Aaron had a great opener. At the very first MIX in 2005, Aaron presented Vista gadgets using MySpace photos. In the audience someone shouted, "open up your API." A few years later, Aaron was back at MIX announcing that MySpace API, albeit only 6 months after development started on it. :)

I then took over with the technical stuff. I spoke about the principles of REST, and how an API using RESTful services made sense to us. Then I jumped into how WCF actually implements RESTful services. I genuinely believe our API is the first of its kind. That is, its the first fully RESTful service built upon WCF. We actually started development with WCF 3.5 beta 2 out in August. The bits we needed for our API were not RTM until December, when we already reached critical milestones in the API development. Add to that the total absence of documentation, we were able to impress the internal WCF team with what strides we were able to take WCF to. Some of the cool features created were custom channels that could be turned off and on real easily. These channels would effectively intercept messages high in the call stack to do specific functions on incoming requests. Our demo showed off two custom channels: OAuth and HighLowREST.
The OAuth channel provides a layer of authentication checking per the newly adopted OAuth standard that is currently being flaunted on the web.
The HighLowREST channel is a bit more complicated. For those familiar with REST, they know that HttpMethods are the vehicle of all requests, and that PUT and DELETE are two valid Http methods. Many clients out there, however, do not support PUT and DELETE calls simply because they haven’t had common usage for the past decade or so. In order to bridge those "Low-REST" clients into our "High-REST" service which supports PUTs and DELETEs, we had to add a custom channel to make the service agnostic to that complexity. More details in the video though :).

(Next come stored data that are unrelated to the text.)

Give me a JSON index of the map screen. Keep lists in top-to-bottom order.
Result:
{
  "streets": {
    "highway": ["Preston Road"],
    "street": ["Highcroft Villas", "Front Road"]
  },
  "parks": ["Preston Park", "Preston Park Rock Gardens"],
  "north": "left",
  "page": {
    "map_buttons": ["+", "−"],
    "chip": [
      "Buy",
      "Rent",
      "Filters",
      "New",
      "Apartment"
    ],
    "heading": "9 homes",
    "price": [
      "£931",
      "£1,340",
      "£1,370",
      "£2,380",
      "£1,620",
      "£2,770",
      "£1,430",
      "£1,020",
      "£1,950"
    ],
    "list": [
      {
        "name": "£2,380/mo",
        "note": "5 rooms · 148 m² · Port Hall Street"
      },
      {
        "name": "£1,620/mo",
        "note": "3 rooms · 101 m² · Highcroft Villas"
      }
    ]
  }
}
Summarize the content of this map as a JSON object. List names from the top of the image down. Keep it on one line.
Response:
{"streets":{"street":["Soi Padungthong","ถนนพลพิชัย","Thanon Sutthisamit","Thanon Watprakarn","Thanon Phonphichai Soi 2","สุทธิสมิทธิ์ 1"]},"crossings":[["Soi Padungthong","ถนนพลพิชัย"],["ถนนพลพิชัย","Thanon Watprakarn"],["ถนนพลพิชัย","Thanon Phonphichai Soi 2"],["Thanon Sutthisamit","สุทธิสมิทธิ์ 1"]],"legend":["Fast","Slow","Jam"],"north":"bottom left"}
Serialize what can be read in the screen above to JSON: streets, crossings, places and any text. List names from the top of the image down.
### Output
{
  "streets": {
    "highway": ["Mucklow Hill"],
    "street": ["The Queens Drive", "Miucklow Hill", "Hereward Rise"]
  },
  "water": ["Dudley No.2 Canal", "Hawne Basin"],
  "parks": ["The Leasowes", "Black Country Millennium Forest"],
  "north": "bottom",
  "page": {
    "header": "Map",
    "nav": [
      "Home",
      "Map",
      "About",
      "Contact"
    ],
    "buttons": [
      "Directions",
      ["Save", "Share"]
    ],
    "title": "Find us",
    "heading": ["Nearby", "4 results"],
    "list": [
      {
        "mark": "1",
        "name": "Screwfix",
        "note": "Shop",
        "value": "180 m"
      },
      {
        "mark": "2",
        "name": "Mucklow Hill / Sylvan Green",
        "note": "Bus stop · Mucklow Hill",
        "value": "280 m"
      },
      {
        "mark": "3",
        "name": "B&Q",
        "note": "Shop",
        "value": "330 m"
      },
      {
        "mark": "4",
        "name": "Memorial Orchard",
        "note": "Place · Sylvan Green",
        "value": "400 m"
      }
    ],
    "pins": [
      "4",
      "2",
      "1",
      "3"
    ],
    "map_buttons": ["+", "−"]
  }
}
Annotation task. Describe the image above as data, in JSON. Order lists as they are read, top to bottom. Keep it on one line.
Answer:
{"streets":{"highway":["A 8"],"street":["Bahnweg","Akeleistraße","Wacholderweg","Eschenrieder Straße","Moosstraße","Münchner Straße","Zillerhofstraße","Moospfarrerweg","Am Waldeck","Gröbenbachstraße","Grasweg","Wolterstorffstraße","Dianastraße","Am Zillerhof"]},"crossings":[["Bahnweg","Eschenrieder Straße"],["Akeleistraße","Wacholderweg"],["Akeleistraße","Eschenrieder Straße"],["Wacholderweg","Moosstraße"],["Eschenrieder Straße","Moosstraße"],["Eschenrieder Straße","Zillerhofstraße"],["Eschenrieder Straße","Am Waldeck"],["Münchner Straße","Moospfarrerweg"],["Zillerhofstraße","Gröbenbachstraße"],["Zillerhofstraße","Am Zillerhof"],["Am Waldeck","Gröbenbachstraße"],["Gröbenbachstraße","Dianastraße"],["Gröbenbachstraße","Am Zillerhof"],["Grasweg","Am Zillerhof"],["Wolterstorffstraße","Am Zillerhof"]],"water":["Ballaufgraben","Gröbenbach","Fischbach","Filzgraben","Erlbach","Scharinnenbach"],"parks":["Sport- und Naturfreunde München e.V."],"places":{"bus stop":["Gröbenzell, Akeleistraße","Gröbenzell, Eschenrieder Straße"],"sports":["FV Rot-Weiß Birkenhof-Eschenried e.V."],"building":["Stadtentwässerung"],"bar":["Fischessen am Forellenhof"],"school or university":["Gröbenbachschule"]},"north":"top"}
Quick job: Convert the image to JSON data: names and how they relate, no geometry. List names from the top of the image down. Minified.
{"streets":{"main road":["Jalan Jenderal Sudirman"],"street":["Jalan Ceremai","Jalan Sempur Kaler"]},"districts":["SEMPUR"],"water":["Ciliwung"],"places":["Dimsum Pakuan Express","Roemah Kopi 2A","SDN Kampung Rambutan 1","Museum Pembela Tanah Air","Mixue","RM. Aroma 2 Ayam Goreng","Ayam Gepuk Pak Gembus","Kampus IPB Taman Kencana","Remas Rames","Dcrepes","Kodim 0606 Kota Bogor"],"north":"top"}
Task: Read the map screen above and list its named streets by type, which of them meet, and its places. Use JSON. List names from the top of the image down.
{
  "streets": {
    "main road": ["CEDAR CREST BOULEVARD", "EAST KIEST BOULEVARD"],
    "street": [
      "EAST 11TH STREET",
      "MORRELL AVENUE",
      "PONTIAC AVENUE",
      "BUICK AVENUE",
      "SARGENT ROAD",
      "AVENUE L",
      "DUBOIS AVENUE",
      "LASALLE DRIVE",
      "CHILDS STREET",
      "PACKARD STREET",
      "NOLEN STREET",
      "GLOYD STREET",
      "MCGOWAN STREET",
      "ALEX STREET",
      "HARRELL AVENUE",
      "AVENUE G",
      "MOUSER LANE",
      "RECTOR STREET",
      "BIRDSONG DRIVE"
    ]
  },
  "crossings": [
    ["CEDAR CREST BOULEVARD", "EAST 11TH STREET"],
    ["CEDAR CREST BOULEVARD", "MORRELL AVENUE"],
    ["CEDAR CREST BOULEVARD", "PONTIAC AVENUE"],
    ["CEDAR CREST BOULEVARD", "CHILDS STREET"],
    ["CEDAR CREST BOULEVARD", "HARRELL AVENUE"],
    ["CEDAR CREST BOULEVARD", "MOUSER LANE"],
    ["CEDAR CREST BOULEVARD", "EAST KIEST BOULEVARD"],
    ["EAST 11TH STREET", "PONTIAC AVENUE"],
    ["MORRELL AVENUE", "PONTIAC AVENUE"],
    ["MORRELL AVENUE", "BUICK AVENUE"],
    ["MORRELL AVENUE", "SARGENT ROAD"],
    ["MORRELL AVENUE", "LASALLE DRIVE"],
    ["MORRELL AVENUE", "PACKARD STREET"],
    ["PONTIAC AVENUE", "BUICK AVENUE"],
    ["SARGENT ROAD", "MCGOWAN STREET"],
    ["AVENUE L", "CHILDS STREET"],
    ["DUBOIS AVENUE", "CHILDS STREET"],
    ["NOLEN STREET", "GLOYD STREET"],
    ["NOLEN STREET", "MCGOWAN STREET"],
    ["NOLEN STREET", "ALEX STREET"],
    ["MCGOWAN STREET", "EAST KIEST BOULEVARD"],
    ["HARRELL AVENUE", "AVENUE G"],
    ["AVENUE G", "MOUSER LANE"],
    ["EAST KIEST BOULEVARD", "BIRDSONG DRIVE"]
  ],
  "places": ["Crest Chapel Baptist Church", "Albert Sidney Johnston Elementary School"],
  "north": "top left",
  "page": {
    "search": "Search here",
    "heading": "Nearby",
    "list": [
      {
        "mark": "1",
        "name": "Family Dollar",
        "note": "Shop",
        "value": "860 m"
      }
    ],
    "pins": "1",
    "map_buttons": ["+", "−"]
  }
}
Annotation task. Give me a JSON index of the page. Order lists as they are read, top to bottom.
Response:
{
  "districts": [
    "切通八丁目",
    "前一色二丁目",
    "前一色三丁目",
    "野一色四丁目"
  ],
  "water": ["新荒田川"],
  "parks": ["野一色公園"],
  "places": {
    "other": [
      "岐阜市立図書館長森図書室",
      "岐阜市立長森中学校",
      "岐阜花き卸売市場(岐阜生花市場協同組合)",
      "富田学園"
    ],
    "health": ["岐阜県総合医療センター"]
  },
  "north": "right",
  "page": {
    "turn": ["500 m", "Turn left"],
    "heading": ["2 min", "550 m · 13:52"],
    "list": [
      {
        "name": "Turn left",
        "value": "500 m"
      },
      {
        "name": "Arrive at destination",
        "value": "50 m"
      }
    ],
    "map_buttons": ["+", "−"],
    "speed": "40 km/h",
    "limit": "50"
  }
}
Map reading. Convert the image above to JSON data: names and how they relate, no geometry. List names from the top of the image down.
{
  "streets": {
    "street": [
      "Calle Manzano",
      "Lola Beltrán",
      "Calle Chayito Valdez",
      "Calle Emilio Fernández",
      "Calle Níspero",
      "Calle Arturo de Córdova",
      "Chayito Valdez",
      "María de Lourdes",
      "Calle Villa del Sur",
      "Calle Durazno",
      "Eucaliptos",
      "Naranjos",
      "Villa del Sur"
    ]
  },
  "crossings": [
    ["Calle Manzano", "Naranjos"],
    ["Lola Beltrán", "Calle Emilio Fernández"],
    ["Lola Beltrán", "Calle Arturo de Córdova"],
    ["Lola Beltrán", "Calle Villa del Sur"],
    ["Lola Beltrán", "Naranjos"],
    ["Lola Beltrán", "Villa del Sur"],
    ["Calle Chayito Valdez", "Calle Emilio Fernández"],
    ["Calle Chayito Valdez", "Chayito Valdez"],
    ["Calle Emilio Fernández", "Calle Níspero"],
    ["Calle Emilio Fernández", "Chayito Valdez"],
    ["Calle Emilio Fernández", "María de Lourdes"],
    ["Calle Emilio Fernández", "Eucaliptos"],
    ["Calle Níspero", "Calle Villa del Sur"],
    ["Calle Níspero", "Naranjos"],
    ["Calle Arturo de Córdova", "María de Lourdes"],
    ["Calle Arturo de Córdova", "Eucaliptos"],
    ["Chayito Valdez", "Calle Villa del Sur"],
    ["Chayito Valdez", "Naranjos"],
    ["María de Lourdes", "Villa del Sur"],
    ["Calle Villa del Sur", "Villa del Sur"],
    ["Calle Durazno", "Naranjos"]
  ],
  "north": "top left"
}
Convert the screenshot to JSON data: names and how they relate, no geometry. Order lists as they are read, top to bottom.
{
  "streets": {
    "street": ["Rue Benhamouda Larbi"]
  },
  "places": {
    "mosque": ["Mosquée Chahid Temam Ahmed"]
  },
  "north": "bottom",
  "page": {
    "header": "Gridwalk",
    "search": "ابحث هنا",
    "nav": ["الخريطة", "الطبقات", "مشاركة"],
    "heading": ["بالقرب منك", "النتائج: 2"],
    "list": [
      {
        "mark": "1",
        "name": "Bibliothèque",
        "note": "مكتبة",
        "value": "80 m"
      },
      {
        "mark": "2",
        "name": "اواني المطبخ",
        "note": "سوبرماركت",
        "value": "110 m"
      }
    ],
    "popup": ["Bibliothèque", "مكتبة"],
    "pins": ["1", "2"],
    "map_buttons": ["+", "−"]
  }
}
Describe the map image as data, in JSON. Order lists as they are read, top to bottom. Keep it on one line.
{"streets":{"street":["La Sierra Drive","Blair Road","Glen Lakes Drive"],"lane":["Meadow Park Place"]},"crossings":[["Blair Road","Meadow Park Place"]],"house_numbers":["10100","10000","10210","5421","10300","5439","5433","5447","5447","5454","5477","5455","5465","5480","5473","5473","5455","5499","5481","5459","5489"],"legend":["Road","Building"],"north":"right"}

We also added cool http-like exception handling. You can now throw a ResourceNotFoundException or a BadRequestException anywhere in the code, and it will transform to the appropriate http status code on the reply (i.e. 404, 403).
I am definitely leaving out much more of what we did in our demo, but the good news is that we made it available for people to download. The theme adopted by some of the MySpace guys on the presentation was a RESTful Chess API where you can PUT chess moves, and GET game moves, etc.. Get the source code here.

The video for the session is also available online at visitmix.com, or you can just get it directly through here

All in all, the presentation went well thanks to all the help and effort that went into it. The WCF evangelist Vittorio Bertocci was more than helpful and patient with us. He also blogged about it on his site.